Revamped LSU defense expects more of the same

LSU defensive coordinator John Chavis has said “tradition doesn’t graduate,” and his players insist that will be evident when they open the season against No. 20 TCU on Saturday night in Arlington, Texas.

The Tigers have just three starters from last year’s defense — safety Craig Loston, cornerback Jalen Mills and linebacker Lamin Barrow — as well linebacker Tahj Jones, who was poised to start last season before becoming academically ineligible for all but the Chick-fil-A Bowl.

But when you add to that a generous helping of talented players and the tradition Chavis talked about, you come up with the 2013 model of the Tigers defense, which the players say will be a lot like the 2009, ’10, ’11 and ’12 defenses that Chavis led.

LSU has finished in the top 12 nationally in total yards and scoring each of the past three seasons, yielding averages of 17.5 points and 307 yards last season.

“We’ll be the same as always,” tackle Anthony Johnson said. “We play fast, physical and dominant. We’re going to go out there with a great game plan like coach Chavis always puts us in, and we’re going to go out there and play great football. We’re going to be disciplined and attack the guys in front of us.”

Head coach Les Miles said Chavis is coming off perhaps his most challenging preseason camp because so many starters left for the NFL after last season.

“It looks like the kind of defense that we’re used to having here at LSU,” Miles said. “I can’t imagine it playing any differently.”

Johnson is the most experienced lineman, having played in 27 games in his first two seasons, but he has started just three. The line features four new starters, and much of the premium depth will come from true freshmen, beginning with tackle Christian LaCouture (6-foot-5, 298 pounds) and end Tashawn Bower (6-5, 243).

“Those guys are big bodies and can help us in short yardage situations,” Johnson said. “We’re going to go out there and play great football and try to get those young guys involved.”

Johnson said LaCouture and Bower have “earned the right to play” and aren’t being rushed on to the field out of necessity.

“LaCouture came in a semester early like I did my freshman year, and he’s proven to the coaches that he can stay in with the big boys,” Johnson said. “He showed a lot of great things going against the first-team offensive line. He’s a powerful guy.”

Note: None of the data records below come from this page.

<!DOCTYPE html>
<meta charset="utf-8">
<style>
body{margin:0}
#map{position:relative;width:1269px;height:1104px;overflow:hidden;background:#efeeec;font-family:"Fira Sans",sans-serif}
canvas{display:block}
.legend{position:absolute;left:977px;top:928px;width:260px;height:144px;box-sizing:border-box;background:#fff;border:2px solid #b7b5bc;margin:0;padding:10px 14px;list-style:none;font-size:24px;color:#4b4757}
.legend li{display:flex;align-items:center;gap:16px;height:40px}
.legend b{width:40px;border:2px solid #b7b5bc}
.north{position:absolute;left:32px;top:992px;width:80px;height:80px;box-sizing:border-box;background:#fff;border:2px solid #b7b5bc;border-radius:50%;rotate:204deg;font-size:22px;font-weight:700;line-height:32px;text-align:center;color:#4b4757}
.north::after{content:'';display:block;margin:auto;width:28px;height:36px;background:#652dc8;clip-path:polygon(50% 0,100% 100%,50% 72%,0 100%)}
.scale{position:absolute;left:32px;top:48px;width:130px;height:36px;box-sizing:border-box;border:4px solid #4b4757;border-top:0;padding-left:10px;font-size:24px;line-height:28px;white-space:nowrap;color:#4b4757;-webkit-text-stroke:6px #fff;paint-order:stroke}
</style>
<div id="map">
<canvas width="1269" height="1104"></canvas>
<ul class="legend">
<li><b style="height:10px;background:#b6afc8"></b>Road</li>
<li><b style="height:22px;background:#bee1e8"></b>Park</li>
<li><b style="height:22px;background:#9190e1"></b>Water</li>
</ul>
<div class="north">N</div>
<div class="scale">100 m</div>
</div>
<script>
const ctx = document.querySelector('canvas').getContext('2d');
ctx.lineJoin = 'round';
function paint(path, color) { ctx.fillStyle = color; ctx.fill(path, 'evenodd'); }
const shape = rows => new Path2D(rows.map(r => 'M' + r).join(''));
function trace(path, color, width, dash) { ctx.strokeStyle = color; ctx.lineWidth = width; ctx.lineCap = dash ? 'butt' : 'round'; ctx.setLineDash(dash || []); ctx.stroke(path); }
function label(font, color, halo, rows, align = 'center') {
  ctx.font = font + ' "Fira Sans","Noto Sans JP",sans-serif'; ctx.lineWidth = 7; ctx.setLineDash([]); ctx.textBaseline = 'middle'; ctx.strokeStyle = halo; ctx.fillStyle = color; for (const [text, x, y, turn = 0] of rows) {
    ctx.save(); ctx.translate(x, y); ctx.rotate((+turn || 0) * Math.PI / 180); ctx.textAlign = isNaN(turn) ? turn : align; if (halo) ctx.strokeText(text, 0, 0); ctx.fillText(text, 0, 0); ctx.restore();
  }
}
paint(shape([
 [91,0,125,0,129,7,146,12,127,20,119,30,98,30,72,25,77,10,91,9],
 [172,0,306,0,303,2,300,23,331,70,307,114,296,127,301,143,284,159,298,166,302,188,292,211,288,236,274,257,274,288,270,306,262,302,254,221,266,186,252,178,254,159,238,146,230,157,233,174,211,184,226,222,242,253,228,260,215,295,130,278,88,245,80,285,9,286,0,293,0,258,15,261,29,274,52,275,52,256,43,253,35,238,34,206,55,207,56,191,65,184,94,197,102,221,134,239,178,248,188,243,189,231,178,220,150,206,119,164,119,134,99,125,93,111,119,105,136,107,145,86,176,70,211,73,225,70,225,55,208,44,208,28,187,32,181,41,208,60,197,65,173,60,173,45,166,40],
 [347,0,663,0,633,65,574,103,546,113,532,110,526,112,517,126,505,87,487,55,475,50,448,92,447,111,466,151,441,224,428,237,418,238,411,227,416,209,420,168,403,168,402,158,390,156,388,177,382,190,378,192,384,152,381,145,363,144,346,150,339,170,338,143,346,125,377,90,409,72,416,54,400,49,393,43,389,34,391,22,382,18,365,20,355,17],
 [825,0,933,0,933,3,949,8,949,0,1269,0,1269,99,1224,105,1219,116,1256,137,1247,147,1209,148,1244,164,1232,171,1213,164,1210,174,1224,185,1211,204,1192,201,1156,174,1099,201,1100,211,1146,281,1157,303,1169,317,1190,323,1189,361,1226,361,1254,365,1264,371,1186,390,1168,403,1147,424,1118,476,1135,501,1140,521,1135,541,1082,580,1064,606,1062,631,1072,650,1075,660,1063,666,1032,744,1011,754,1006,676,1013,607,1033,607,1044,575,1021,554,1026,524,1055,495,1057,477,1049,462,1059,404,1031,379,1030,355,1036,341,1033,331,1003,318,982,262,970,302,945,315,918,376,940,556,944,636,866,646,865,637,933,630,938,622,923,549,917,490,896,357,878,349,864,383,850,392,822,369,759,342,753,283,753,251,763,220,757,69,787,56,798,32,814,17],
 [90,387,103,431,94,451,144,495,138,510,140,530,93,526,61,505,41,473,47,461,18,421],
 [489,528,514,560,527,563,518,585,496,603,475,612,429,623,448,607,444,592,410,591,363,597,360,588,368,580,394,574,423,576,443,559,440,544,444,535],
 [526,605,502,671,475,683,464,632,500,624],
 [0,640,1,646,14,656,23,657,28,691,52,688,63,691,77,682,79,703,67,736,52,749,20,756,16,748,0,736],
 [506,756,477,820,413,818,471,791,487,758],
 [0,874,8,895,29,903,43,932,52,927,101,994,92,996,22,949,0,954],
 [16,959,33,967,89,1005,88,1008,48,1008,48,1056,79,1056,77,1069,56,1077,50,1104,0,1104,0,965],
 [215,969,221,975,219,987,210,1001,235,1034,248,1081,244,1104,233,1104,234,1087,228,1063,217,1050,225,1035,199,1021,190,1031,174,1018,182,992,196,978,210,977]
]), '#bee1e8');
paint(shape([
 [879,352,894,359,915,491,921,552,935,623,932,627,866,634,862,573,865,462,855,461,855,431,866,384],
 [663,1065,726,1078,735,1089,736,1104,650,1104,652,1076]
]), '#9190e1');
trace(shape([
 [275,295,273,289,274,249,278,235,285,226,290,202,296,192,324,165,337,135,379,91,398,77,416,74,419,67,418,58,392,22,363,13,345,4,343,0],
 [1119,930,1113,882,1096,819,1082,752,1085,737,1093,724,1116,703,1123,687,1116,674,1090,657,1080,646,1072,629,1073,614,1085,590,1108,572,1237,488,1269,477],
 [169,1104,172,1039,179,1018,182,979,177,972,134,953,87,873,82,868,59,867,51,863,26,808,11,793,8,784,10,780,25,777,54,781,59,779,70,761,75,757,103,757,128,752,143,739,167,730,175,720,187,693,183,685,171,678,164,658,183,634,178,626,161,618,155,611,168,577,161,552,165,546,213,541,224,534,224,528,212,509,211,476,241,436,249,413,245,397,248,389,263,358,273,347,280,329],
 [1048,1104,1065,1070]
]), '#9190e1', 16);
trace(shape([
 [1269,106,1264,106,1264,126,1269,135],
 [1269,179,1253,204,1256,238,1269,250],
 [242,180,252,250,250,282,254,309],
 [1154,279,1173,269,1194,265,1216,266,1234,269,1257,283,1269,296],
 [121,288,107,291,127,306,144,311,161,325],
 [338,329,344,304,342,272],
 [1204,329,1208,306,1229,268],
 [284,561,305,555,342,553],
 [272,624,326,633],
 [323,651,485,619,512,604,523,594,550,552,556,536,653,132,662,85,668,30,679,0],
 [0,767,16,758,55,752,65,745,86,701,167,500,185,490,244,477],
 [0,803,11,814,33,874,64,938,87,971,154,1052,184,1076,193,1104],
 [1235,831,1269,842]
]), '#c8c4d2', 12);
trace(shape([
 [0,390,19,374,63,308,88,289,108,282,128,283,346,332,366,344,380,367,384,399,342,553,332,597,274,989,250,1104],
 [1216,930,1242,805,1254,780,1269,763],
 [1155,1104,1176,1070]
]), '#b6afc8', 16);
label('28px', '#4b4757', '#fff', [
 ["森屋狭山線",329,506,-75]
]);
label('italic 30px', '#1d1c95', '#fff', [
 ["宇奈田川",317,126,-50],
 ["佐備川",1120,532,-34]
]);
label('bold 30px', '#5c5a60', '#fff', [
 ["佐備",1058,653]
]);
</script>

Johnson likened Bower to Danielle Hunter, who’s in a three-man rotation at the top of the depth chart at end with Jermauria Rasco and Jordan Allen, whom Miles called “interchangeable.”

“He’s a big, physical pass rusher with cat-like moves,” Johnson said of Bower.

D.J. Welter, a fourth-year junior who like Jones was academically ineligible for all but the bowl game last season, is expected to make his first career start at middle linebacker, sandwiched between seniors Barrow and Jones.

“I’ve been through so many camps now it seems like forever,” Welter said. “To finally be able to go out there and suit up and be a factor in the game plan is a big deal for me.”

The secondary has two returning starters — senior safety Craig Loston and sophomore cornerback Jalen Mills — and two new starters in junior free safety Ronald Martin and sophomore cornerback Jalen Collins. Sophomore Micah Eugene is the nickelback, and sophomore Dwayne Thomas is the dimeback.

Mills said he was attracted to LSU because of its “style and caliber of defense.”

“I don’t think there will be any drop-off,” he said. “We’ll have the same style and attitude that LSU has always played with.”

The pass defense allowed an average of 331 passing yards in the final four games last season as each opponent threw for at least 300 yards. Mills attributed that breakdown to “a lack of concentration.” It’s up to the few veterans to keep the younger players focused, as their predecessors did.

“When you look around and see there are just a few guys left, it’s up to you to grab the torch,” Loston said. “You have to get out of your comfort zone and do different things. You have to be able to become a leader, look out for the others and talk and interact a little more.”

Loston acknowledged the uncertainty that comes with so many players taking on expanded roles, but he said he knows what to expect Saturday.

“Everybody’s anxious to see what happens, but I know what those guys are capable of doing,” Loston said. “I’ve been around them every day for the last 2½ months, and I can’t wait for them to show everybody else what they’ve been showing me.”